> [WHAT TO WORK ON] You are to retype exactly the line with "Please mark all labels, markers" and every line after it in the entries below.

(Stored data entries)
***

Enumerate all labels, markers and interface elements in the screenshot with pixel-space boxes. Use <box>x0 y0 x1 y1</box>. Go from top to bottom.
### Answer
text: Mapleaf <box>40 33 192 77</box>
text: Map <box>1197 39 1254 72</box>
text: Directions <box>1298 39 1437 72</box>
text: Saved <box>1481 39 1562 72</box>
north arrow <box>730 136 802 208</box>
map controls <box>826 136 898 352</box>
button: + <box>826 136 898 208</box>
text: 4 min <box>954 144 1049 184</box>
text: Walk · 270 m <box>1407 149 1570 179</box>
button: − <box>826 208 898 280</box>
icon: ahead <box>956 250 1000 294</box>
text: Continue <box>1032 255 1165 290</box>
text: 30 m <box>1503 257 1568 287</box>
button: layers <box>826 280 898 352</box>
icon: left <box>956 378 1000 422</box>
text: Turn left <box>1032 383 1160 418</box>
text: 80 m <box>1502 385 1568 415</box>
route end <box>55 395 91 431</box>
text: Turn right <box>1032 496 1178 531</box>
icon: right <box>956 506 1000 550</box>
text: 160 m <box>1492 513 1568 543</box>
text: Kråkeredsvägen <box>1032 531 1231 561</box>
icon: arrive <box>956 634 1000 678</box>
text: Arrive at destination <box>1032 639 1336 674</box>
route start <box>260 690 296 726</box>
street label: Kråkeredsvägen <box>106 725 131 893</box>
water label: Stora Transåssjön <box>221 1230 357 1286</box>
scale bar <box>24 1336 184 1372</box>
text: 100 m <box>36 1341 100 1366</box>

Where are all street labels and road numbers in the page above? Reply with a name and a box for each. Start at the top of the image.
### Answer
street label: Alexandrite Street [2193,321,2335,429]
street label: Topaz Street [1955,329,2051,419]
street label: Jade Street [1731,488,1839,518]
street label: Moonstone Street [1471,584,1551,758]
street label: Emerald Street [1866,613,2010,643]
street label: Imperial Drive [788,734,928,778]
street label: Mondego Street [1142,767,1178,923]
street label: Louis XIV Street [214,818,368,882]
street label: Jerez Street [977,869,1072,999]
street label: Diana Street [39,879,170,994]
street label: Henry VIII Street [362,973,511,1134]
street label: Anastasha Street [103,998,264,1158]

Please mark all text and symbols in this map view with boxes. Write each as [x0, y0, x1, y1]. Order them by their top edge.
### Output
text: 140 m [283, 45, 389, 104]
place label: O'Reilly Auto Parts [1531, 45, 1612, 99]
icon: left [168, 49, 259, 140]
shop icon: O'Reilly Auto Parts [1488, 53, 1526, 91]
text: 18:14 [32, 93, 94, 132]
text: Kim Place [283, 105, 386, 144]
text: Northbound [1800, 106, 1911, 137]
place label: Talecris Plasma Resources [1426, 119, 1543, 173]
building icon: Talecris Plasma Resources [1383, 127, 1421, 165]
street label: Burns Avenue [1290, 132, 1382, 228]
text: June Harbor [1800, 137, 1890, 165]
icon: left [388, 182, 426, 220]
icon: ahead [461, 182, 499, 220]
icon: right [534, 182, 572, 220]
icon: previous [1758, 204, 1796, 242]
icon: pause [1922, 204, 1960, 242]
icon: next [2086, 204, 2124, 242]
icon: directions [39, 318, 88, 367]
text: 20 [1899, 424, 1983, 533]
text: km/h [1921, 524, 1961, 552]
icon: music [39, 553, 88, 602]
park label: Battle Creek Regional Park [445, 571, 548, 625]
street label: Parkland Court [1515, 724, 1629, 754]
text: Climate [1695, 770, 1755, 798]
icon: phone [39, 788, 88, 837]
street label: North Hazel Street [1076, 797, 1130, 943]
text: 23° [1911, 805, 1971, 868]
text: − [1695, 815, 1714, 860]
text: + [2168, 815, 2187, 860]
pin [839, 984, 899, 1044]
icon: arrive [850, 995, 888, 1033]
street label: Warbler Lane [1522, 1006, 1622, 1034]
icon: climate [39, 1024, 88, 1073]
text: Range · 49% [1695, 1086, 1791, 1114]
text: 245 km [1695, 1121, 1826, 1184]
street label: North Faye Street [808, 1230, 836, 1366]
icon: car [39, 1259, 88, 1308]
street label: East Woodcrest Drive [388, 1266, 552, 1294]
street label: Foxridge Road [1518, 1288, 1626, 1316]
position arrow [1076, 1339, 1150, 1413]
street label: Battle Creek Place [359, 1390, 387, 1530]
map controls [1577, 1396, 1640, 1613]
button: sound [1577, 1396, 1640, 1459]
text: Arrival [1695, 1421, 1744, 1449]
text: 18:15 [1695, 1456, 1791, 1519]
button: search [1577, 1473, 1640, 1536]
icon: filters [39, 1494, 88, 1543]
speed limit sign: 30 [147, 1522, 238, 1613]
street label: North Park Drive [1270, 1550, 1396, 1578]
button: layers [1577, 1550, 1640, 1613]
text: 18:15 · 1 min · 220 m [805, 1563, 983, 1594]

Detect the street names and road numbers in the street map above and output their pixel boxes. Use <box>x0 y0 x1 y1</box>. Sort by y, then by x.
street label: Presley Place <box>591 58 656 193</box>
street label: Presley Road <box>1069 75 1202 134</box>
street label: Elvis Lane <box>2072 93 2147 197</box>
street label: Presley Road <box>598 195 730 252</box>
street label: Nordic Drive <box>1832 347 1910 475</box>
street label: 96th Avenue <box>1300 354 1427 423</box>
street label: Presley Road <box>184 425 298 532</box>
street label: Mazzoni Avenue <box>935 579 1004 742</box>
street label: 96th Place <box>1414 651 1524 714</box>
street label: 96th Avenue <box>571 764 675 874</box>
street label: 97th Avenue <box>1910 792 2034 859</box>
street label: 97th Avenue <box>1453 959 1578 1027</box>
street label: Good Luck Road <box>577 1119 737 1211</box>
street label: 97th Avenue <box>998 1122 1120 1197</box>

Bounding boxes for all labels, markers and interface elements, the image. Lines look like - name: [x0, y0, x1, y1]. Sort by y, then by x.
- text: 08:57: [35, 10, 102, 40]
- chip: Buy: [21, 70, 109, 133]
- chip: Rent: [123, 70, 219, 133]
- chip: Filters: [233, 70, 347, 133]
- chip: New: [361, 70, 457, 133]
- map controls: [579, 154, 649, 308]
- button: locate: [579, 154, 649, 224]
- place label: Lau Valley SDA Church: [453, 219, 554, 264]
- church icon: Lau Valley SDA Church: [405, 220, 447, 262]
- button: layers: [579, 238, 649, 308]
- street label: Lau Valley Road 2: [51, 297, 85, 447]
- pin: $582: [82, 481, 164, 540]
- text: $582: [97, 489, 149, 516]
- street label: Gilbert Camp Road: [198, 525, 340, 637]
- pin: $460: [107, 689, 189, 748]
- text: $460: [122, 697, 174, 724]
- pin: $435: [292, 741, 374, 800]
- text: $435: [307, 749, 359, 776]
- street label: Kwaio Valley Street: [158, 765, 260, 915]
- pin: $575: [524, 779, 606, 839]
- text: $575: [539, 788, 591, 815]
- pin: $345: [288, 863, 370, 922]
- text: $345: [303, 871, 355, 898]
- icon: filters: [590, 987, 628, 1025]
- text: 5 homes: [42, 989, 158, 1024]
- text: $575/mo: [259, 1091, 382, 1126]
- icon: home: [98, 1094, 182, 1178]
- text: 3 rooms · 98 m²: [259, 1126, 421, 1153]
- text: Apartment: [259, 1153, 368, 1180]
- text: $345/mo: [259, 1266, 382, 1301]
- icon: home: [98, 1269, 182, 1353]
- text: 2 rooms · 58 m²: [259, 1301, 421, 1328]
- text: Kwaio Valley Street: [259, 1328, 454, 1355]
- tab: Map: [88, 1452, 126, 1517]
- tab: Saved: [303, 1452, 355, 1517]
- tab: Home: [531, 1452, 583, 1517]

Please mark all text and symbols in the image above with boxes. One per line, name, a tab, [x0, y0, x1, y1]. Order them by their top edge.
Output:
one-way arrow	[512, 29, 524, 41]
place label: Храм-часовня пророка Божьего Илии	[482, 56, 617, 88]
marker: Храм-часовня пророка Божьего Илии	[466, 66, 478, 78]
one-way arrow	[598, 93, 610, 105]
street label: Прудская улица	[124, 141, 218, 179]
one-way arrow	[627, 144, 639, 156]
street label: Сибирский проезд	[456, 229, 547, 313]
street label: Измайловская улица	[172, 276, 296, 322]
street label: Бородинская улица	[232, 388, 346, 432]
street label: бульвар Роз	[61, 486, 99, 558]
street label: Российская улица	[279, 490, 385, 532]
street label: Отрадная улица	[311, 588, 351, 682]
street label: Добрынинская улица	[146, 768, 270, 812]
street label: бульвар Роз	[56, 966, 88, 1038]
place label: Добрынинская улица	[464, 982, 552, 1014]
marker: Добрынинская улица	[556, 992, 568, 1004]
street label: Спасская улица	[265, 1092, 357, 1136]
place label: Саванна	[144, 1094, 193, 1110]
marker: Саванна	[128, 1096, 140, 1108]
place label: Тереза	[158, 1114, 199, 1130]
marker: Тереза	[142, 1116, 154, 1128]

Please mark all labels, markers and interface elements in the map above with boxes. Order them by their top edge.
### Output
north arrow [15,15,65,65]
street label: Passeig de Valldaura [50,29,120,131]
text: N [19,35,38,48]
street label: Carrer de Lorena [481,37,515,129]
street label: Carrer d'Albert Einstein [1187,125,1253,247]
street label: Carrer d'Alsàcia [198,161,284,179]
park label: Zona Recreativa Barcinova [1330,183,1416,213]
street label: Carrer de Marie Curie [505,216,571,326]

***

> [WRITTEN ANSWER]
Please mark all labels, markers and interface elements in the map above with boxes. Order them by their top edge.
### Output
north arrow [15,15,65,65]
street label: Passeig de Valldaura [50,29,120,131]
text: N [19,35,38,48]
street label: Carrer de Lorena [481,37,515,129]
street label: Carrer d'Albert Einstein [1187,125,1253,247]
street label: Carrer d'Alsàcia [198,161,284,179]
park label: Zona Recreativa Barcinova [1330,183,1416,213]
street label: Carrer de Marie Curie [505,216,571,326]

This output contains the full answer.